Segment Start: Data to process

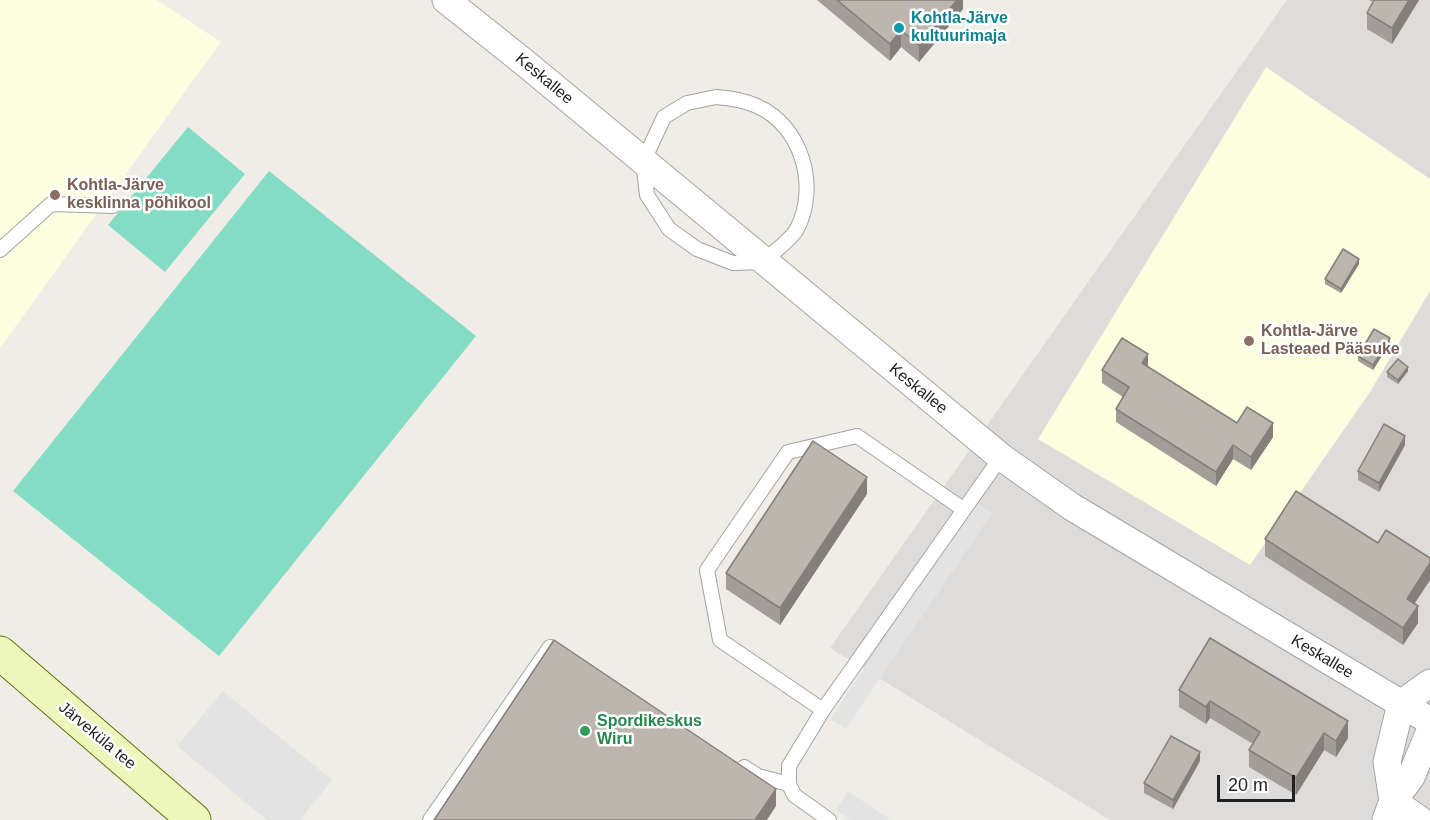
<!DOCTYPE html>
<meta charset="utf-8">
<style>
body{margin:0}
#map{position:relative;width:1430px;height:820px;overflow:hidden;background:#efede5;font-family:Helvetica,sans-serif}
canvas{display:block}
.scale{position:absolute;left:1217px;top:775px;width:78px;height:27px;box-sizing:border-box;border:3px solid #1f1f1f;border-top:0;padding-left:8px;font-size:18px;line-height:21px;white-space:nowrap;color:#1f1f1f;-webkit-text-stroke:4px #fff;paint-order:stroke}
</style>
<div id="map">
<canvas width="1430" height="820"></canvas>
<div class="scale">20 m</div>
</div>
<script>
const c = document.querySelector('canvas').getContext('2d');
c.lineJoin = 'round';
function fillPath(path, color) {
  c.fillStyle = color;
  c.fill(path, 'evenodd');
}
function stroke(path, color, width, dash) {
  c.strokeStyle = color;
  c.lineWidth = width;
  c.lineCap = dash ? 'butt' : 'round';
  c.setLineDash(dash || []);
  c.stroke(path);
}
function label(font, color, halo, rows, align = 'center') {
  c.font = font + ' Helvetica,sans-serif';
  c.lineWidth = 5;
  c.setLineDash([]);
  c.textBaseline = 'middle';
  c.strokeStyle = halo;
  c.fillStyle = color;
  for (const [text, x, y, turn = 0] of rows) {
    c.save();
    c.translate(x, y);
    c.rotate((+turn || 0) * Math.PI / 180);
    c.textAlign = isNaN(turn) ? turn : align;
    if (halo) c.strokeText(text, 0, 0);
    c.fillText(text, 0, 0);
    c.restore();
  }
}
const residential = new Path2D(`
 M1287 0H1430V820H1110L830 648Z`);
const education = new Path2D(`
 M0 0H157L221 42 0 348Z
 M1266 67 1430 179V291L1370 392 1250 565 1038 439Z`);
const pitch = new Path2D(`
 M188 127 245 174 165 272 108 225Z
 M269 171 476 336 219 656 13 491Z`);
const parking = new Path2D(`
 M976 502 992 513 846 729 830 719Z
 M223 691 332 780 300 820H267L177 746Z
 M848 791 891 820H851L836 810Z`);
const lane = new Path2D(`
 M716 97C730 98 744 100 757 106 802 126 819 186 797 229 790 241 773 252 763 262L733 263 697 249 669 229 647 195 643 162 664 117 687 103Z
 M0 250 51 204 113 206
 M823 710 720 640 707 570 788 452 857 436 963 509
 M744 767 758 776 789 784
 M430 820 550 647
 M829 820 794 795 789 784V766L823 710 1001 457`);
const street = new Path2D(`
 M446 0 525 63 1001 457 1072 507 1430 721
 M1393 801 1387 762 1401 704 1430 683
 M1393 801 1420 820
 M1386 820 1393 801 1411 777 1430 731`);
const secondary = new Path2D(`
 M0 653 194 820`);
const wall = new Path2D(`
 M817 0H963V9L919 62 901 47 890 61Z
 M1369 0H1419L1392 44 1367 29V13L1373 2Z
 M1359 264 1341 293 1325 284V279Z
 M1390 343 1373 370 1358 361V356Z
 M1148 367 1237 423 1273 437 1251 470 1233 459 1216 486 1116 422V409L1123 397 1102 383V370Z
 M1408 371 1398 384 1387 377V372Z
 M1405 445 1379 492 1358 480V471Z
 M867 494 780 625 726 589V573Z
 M1265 539 1378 543 1430 558V580L1414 604 1418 623 1403 645 1265 556Z
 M1179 690 1348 738 1336 757 1324 750 1296 795 1249 767V750L1253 744 1210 718 1206 724 1179 707Z
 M1200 761 1173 809 1144 793V783Z`);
const shadedWall = new Path2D(`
 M957 0H963V9L919 62V45Z
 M1409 0H1419L1392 44V28Z
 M901 30V47L890 61V44Z
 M1359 259V264L1341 293V289Z
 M1390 338V343L1373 370V365Z
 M1148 354V368L1142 363Z
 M1408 367V371L1398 384V380Z
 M1273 423V437L1251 470V457Z
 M1405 436V445L1379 492V483Z
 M1233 445V459L1216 486V472Z
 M867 477V494L780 625V608Z
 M1430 563V580L1407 615V599Z
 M1418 606V623L1403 645V628Z
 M1210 701V718L1206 724V707Z
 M1348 721V738L1336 757V741Z
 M1324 733V750L1296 795V778Z
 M1200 752V761L1173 809V800Z
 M776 789V806L767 820H755Z`);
const building = new Path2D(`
 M837 0H957L919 45 901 30 890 44Z
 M1374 0H1409L1392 28 1367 13Z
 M1343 249 1359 259 1341 289 1325 279Z
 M1374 329 1390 338 1373 365 1358 356Z
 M1122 338 1148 354 1142 363 1237 423 1247 407 1273 423 1251 457 1233 445 1216 472 1116 409 1129 387 1102 370Z
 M1398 359 1408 367 1398 380 1387 372Z
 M1384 424 1405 436 1379 483 1358 471Z
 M813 441 867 477 780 608 726 573Z
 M1296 491 1378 543 1386 530 1430 558V563L1407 599 1418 606 1403 628 1265 539Z
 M1210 638 1348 721 1336 741 1324 733 1296 778 1249 750 1260 732 1210 701 1206 707 1179 690Z
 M554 640 776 789 755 820H434Z
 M1171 736 1200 752 1173 800 1144 783Z`);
const markers = [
 [899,28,6,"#0f9aa8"],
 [55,195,6,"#8d6e63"],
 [1249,341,6,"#8d6e63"],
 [585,731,6,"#2e9e5b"]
];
const cultureNames = [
 ["Kohtla-Järve",911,19],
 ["kultuurimaja",911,37]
];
const streetNames = [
 ["Keskallee",544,79,40],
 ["Keskallee",918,389,39],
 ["Keskallee",1322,657,31],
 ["Järveküla tee",97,736,40]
];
const educationNames = [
 ["Kohtla-Järve",67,186],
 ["kesklinna põhikool",67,204],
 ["Kohtla-Järve",1261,332],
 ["Lasteaed Pääsuke",1261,350]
];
const leisureNames = [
 ["Spordikeskus",597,722],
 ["Wiru",597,740]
];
fillPath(residential, '#dddcdb');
fillPath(education, '#fbfedf');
fillPath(pitch, '#85dcc4');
fillPath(parking, '#e3e3e3');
stroke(lane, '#a3a3a3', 16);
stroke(street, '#a3a3a3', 29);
stroke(secondary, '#5c7308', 35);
stroke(lane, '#fff', 14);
stroke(street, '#fff', 27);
stroke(secondary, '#eef7bb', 33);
fillPath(wall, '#a29d96');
fillPath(shadedWall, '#847f7a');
fillPath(building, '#bcb6ae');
stroke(building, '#847f7a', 1.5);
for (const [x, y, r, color] of markers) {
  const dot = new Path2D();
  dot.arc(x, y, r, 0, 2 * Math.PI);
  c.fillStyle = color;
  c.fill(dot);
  stroke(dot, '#fff', 2);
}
label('bold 16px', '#0d838f', '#fff', cultureNames, 'left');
label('16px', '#1f1f1f', '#fff', streetNames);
label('bold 16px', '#785e54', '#fff', educationNames, 'left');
label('bold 16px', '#27864d', '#fff', leisureNames, 'left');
</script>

Segment End: Data to process

Exercise aim
Pictures excluded, repeat exactly the lines from the top of the material through the line with "c.textBaseline = 'middle';", including both of those lines.

Response area
<!DOCTYPE html>
<meta charset="utf-8">
<style>
body{margin:0}
#map{position:relative;width:1430px;height:820px;overflow:hidden;background:#efede5;font-family:Helvetica,sans-serif}
canvas{display:block}
.scale{position:absolute;left:1217px;top:775px;width:78px;height:27px;box-sizing:border-box;border:3px solid #1f1f1f;border-top:0;padding-left:8px;font-size:18px;line-height:21px;white-space:nowrap;color:#1f1f1f;-webkit-text-stroke:4px #fff;paint-order:stroke}
</style>
<div id="map">
<canvas width="1430" height="820"></canvas>
<div class="scale">20 m</div>
</div>
<script>
const c = document.querySelector('canvas').getContext('2d');
c.lineJoin = 'round';
function fillPath(path, color) {
  c.fillStyle = color;
  c.fill(path, 'evenodd');
}
function stroke(path, color, width, dash) {
  c.strokeStyle = color;
  c.lineWidth = width;
  c.lineCap = dash ? 'butt' : 'round';
  c.setLineDash(dash || []);
  c.stroke(path);
}
function label(font, color, halo, rows, align = 'center') {
  c.font = font + ' Helvetica,sans-serif';
  c.lineWidth = 5;
  c.setLineDash([]);
  c.textBaseline = 'middle';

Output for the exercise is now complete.